Полная версия
На белой дороге
– Эх, Емеля, какой ты ненаблюдательный! Объяснение самое простое – очередная жертва закрывала глазки на время поцелуя – это у девушек срабатывает автоматически, на подсознании, эффект неожиданности к тому же, – и когда она прозревала, я был уже внизу, на остановке. Единственное, что она могла услышать от меня: – Ой, простите, обознался, тороплюсь! – и переполненный автобус отходил.
Представляешь, в каком состоянии я её оставлял? Да она потом своим внукам рассказывать будет всю оставшуюся жизнь об этом приключении!
Естественно, кроме самого факта поцелуя ей ничего и не запоминалось, ни физиономии моей, ни роста, ни фигуры – ничего! К тому же извинялся я с поклоном, провожая отходящий автобус… всё, дело сделано, juventus ventus, – молодость ветрена! – как говорят мои московские друзья-итальянцы!

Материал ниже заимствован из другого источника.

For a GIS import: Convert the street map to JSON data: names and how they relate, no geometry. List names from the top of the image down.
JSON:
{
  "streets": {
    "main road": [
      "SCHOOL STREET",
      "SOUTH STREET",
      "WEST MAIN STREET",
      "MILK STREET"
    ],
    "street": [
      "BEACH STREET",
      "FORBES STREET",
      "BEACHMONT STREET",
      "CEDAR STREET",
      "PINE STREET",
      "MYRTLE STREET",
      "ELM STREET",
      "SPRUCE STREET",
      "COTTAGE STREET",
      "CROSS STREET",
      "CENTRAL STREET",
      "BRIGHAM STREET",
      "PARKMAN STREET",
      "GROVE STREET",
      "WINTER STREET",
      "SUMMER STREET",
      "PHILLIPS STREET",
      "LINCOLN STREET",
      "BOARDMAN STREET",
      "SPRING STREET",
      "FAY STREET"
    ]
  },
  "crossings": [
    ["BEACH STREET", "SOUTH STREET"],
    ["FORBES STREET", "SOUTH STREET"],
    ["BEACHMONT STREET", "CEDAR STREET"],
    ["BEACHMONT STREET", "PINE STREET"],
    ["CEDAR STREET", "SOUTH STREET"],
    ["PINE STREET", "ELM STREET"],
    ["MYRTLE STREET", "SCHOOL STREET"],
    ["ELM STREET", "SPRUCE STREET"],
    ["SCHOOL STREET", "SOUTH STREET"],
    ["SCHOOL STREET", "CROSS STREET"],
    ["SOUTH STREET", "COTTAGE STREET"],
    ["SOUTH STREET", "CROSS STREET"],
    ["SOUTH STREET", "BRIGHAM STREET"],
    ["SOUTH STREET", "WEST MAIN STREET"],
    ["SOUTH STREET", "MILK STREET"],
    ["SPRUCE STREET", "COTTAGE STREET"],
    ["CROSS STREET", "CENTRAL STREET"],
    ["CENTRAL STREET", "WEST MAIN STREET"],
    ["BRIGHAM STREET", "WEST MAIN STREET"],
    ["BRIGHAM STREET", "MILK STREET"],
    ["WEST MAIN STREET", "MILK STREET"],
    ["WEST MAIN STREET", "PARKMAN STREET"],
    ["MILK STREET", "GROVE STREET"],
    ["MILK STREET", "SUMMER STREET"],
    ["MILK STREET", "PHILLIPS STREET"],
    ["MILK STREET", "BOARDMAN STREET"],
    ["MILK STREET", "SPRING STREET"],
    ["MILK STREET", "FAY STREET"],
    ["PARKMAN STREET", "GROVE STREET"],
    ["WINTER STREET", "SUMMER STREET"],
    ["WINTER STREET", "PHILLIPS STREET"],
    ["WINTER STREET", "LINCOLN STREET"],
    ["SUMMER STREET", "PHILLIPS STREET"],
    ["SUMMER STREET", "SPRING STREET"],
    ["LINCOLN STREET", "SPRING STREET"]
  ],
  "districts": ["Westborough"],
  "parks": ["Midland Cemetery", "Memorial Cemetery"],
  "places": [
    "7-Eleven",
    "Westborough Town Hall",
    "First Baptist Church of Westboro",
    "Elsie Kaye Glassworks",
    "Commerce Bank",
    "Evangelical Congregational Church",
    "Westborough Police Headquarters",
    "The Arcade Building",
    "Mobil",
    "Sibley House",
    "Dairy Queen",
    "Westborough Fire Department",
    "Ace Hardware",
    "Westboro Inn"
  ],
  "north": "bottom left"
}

Знаешь, я тогда действительно жил, жил с большой буквы Ж! И так продолжалось года полтора, почти до самого конца пятого курса. Я скопил-таки в памяти своей довольно обширную коллекцию поцелуев, даже начал вести некий статистический учёт своим победам. Вычислил после полугода продолжавшихся опытов, что один поцелуй приходился где-то поездок на восемьдесят пять – девяносто.
– Что-то маловато.
– Это как посмотреть. Я же не мог сам создать ситуацию; положим, предложить дяде весом с центнер загородить перед симпатичной девушкой выход из автобуса, или своей жертве указать встать ближе-дальше от двери. Да и симпатичные девушки, которые стояли бы недалеко от дверей, не каждый день попадались.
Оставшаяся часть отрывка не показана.